E il mio pensiero non può non concedersi un viaggio nel passato e fermarsi, sedersi al banco delle aule, delle scuole che hanno fatto da sfondo alla mia infanzia, alla mia adolescenza e alla mia giovinezza. E lì dove c’è un banco, un’aula, una scuola, c’è un’Insegnante. E sorrido: perché la mia vita non ha mai peccato di mancanza di fantasia. Anche per quanto riguarda le diverse e significative esperienze scolastiche.
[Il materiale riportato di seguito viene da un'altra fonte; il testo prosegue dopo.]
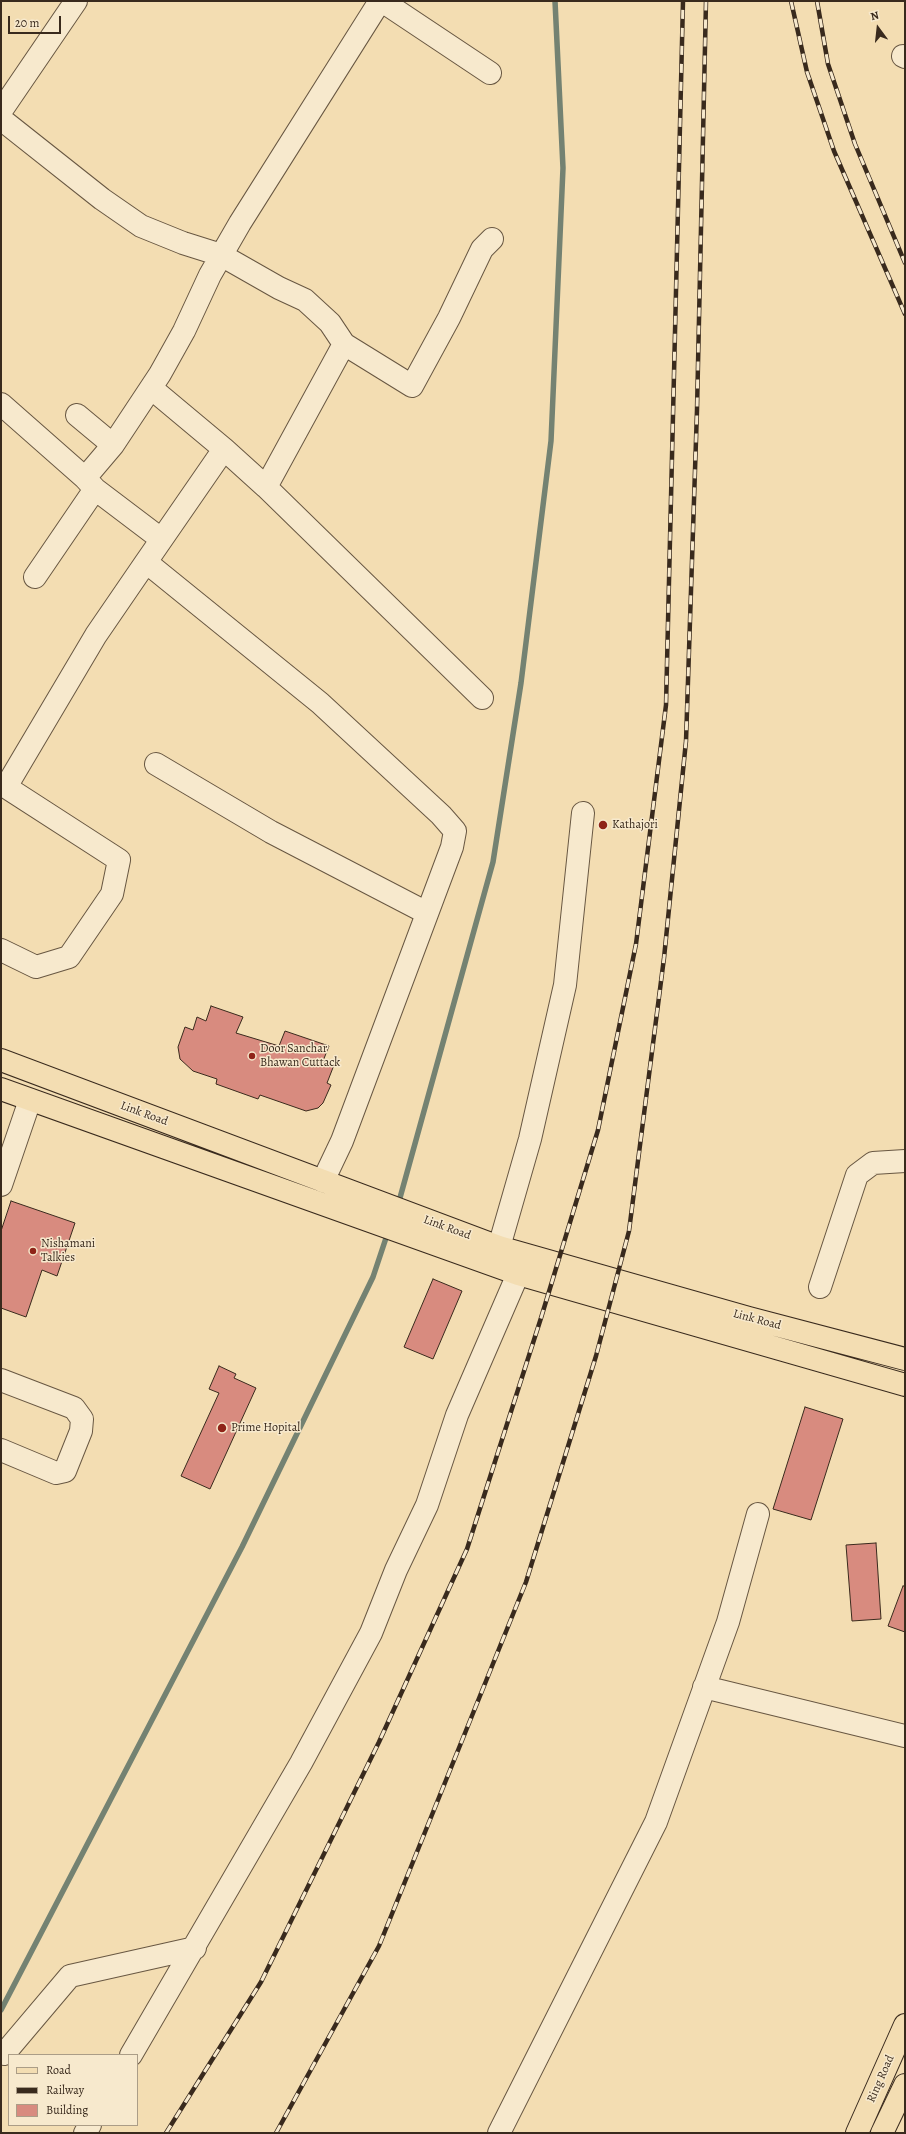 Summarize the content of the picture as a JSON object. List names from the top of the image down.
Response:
{
  "streets": {
    "main road": ["Link Road", "Ring Road"]
  },
  "places": [
    "Kathajori",
    "Door Sanchar Bhawan Cuttack",
    "Nishamani Talkies",
    "Prime Hopital"
  ],
  "legend": ["Road", "Railway", "Building"],
  "scale_bar": "20 m",
  "north": "top"
}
Ricordo bene le mie maestre della scuola dell’infanzia, ricordo il loro volto perennemente illuminato di un’allegria che ora, da “grande”, m’appare ancor più formidabile perché possedeva la stessa misura e la stessa purezza della mia, che ero bambina e che non sapevo, non lo sapevo ancora quanto potesse esser difficile per loro ficcare pensieri, preoccupazioni e problemi nella borsa e chiuderla bene, per impedire che tutto venisse fuori durante l’orario scolastico. Ricordo come i miei traguardi fossero anche i loro, come riuscissero a vedere il giallo e il rosso come li vedevo io e come accettassero con entusiasmo che la bambina disegnata sul foglio si divertisse a saltare da una nuvola all’altra. E ricordo che grazie alla loro voce rassicurante, grazie al loro sguardo fiducioso e grazie alle loro coccole, imparai presto a vivere le nuove esperienze, a conoscere persone, ad apprezzare la bellezza della condivisione, con uno spirito aperto alle novità e con una mente pervasa dalla curiosità e amante di tutto ciò che, nascosto, deve essere scoperto.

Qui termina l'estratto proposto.